Moreover, the deliberate economic apartheid that has been imposed on Tigrayans throughout the more than two years of war has severed their lifeline. Nearly all of Tigray’s infrastructure has been decimated, unemployment has reached unprecedented levels, there is no conducive environment for investors, and Tigrayans continue to face restrictions on their right to engage in business and employment throughout Ethiopia. Given this deadlock, the agreement should include explicit provisions to address the economic challenges that Tigrayans are enduring.

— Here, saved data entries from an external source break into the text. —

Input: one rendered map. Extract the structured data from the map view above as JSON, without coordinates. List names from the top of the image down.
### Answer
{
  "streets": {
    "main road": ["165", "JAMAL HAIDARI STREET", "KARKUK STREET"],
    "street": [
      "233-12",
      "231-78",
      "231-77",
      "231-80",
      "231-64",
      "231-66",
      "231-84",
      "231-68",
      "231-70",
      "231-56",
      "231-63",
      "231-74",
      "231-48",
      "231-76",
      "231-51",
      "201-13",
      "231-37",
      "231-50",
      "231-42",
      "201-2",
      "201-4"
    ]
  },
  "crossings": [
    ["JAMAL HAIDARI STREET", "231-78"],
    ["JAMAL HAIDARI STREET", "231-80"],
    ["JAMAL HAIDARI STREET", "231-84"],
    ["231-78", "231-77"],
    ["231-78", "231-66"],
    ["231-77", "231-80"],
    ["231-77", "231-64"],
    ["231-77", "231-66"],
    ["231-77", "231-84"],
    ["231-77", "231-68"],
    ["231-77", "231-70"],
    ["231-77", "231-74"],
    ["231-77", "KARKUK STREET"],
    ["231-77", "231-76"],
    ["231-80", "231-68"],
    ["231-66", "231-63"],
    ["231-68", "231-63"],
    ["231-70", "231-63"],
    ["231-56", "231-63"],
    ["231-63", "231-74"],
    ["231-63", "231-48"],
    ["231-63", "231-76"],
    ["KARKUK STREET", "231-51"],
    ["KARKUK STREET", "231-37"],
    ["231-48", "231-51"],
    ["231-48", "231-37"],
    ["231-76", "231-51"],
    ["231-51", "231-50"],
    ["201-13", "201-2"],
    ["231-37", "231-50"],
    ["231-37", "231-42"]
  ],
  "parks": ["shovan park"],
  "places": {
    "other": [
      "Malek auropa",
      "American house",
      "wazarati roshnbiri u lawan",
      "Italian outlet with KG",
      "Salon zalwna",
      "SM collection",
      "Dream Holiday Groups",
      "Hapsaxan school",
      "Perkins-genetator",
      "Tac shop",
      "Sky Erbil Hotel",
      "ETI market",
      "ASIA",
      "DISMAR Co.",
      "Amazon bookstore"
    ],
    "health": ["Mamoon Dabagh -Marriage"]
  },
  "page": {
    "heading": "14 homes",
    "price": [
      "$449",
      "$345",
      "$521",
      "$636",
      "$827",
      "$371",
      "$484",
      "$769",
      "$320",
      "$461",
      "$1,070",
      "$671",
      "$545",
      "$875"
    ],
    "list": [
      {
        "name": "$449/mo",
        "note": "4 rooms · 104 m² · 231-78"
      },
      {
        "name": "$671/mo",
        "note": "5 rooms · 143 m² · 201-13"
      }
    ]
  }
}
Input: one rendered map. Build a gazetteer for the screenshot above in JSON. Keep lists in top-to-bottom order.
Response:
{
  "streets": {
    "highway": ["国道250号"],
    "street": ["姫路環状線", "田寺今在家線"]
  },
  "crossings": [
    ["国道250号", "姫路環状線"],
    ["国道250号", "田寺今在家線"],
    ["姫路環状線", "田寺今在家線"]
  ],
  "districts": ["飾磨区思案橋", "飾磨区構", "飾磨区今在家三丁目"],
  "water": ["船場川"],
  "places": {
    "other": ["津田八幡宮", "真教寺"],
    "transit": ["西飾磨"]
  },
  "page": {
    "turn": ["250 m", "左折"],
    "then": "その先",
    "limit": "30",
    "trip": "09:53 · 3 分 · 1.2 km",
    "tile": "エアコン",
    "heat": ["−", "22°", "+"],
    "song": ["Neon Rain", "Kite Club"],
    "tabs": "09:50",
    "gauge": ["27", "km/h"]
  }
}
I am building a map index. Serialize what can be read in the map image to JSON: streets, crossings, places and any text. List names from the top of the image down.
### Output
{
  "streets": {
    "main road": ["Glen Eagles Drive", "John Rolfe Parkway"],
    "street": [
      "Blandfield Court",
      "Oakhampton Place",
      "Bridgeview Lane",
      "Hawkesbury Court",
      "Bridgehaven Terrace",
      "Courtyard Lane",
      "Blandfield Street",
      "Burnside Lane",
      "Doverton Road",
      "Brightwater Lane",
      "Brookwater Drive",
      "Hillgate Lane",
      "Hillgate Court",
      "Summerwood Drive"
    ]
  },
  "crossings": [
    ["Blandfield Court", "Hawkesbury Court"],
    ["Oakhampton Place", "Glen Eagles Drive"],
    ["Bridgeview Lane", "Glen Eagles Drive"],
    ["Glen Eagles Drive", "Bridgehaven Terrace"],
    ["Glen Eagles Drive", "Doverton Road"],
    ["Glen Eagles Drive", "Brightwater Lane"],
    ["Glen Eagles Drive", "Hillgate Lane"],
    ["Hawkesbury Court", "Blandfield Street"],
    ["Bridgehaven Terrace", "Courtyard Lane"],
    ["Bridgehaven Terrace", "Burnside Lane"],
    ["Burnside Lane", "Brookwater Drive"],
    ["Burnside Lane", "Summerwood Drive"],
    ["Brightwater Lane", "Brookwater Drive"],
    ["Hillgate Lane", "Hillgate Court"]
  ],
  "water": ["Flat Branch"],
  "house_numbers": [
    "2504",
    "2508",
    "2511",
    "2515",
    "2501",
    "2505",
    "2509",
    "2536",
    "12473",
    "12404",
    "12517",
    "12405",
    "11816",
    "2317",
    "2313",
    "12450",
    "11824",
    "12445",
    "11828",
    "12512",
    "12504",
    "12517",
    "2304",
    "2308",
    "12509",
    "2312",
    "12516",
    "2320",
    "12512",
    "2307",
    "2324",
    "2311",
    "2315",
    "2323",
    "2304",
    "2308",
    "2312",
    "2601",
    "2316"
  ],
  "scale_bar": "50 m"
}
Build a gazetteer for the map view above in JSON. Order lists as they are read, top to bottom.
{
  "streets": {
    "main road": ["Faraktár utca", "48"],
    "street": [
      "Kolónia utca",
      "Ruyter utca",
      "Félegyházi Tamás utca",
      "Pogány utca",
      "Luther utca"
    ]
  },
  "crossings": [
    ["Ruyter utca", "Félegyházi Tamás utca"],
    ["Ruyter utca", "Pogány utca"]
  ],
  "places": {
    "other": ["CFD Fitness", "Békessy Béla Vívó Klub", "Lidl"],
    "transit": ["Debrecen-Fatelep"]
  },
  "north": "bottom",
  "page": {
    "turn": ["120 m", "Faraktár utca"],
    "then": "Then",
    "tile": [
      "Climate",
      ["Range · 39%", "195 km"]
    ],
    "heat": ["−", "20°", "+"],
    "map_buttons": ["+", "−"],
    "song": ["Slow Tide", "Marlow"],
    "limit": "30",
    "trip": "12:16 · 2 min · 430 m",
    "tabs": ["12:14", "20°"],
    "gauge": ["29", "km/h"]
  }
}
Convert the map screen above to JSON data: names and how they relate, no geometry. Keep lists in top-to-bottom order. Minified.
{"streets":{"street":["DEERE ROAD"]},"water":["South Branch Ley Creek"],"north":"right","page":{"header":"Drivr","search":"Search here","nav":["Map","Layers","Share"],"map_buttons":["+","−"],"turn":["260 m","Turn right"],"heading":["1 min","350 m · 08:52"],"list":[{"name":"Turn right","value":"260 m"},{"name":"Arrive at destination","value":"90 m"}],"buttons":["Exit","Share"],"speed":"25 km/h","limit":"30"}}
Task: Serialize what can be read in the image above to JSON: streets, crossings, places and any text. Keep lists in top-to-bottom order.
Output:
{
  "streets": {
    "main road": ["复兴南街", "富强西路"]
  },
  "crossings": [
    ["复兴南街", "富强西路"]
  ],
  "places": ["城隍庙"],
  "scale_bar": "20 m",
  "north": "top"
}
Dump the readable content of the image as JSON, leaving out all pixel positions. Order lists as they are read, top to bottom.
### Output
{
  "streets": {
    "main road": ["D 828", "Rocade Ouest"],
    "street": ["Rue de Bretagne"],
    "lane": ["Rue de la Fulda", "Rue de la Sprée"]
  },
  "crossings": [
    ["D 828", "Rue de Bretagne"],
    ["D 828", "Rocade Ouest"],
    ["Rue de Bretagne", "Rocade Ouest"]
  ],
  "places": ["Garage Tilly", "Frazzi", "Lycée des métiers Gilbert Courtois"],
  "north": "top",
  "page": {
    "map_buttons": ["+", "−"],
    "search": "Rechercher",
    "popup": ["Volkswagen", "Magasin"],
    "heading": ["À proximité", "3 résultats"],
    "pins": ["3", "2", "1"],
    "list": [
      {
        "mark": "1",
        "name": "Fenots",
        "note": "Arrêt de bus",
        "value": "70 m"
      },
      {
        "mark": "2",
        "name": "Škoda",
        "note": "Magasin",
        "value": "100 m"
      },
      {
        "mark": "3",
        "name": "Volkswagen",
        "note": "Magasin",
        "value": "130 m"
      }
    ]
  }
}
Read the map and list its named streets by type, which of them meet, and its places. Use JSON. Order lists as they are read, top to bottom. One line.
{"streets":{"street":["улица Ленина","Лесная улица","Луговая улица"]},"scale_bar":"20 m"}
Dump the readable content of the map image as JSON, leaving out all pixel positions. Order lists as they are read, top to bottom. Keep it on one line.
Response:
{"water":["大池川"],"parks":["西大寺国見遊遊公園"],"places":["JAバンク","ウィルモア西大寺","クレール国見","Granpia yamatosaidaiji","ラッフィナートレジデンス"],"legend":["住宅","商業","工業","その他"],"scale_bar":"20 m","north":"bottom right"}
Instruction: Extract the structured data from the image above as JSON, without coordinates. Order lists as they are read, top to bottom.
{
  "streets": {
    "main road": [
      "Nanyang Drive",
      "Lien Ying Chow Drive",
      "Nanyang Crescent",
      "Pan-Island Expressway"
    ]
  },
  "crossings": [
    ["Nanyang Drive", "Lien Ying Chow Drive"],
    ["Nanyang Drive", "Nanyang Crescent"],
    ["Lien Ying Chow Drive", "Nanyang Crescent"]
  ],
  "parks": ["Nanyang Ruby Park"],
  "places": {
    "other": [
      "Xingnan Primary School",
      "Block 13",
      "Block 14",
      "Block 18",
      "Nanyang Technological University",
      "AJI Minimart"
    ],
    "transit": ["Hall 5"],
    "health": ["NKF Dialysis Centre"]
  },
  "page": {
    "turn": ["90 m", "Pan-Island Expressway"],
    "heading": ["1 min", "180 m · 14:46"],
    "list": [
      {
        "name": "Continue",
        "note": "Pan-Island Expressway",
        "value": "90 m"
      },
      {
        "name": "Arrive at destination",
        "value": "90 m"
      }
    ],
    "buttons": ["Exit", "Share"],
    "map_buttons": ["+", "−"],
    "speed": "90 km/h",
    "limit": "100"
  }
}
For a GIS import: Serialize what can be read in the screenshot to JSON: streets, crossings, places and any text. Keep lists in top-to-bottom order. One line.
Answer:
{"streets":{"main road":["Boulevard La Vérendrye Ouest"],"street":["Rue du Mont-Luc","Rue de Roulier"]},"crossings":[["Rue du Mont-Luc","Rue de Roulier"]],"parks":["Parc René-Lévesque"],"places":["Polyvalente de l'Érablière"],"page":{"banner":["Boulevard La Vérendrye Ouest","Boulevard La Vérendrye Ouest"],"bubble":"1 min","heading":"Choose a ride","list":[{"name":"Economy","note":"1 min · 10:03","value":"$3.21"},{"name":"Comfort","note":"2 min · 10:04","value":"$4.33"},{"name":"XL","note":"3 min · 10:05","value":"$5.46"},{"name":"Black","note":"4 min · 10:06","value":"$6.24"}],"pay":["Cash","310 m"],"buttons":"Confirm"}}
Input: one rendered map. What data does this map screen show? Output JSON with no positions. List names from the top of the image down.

The Ethiopian government’s glaring non-compliance with the Pretoria Peace Agreement demands immediate action. Armed with the legal and moral mandate provided by Article 15, the TPLF must act decisively to amend Article 10 and other relevant provisions of the Agreement while also demanding its enforcement. The introduction of an independent international investigative mechanism stands as the missing linchpin, capable of rescuing the accord from its current state of impotence and offering a beacon of hope for the realization of true justice for more than one million Tigrayans. Given the federal government’s failure to restore Tigray territories and protect the safety of Tigrayans, a prompt amendment to certain relevant clauses is needed to establish a framework for addressing these issues. TPLF’s request for such an amendment is legally sound and aligned with the core principles of international law, thus fostering a more just and equitable resolution within the confines of the Pretoria Agreement.

Abiy Ahmed has begun his mobilization to “secure Ethiopia’s access to a sea or port”, but there exists a substantial risk of the Ethio-Eritrean conflict resurfacing.

An unenforceable peace treaty such as the Pretoria Peace Agreement that is lacking the political will and legal mechanisms can be challenging. To render it enforceable, both parties may need to renegotiate and clarify the terms, establish mechanisms for compliance, and possibly involve international organizations to oversee and mediate the process. Effective enforcement of the agreement could reinforce consideration of other peace agreements that the Ethiopian government has signed with other groups, including OLF, ONLF, and other political and military groups in the country. It is crucial to ensure that the treaty aligns with international law and is legally binding for all parties. Despite being a legal document, the Pretoria Peace Agreement fundamentally embodies a political accord. The effective execution of political concessions in such agreements is contingent upon the political will of all stakeholders. Should the TPLF or the Transitional Interim Administration (TIRA) choose to implement the flawed “Transitional Justice” initiative while the Pretoria Agreements promises remain unfulfilled, this would constitute a monumental historical misstep.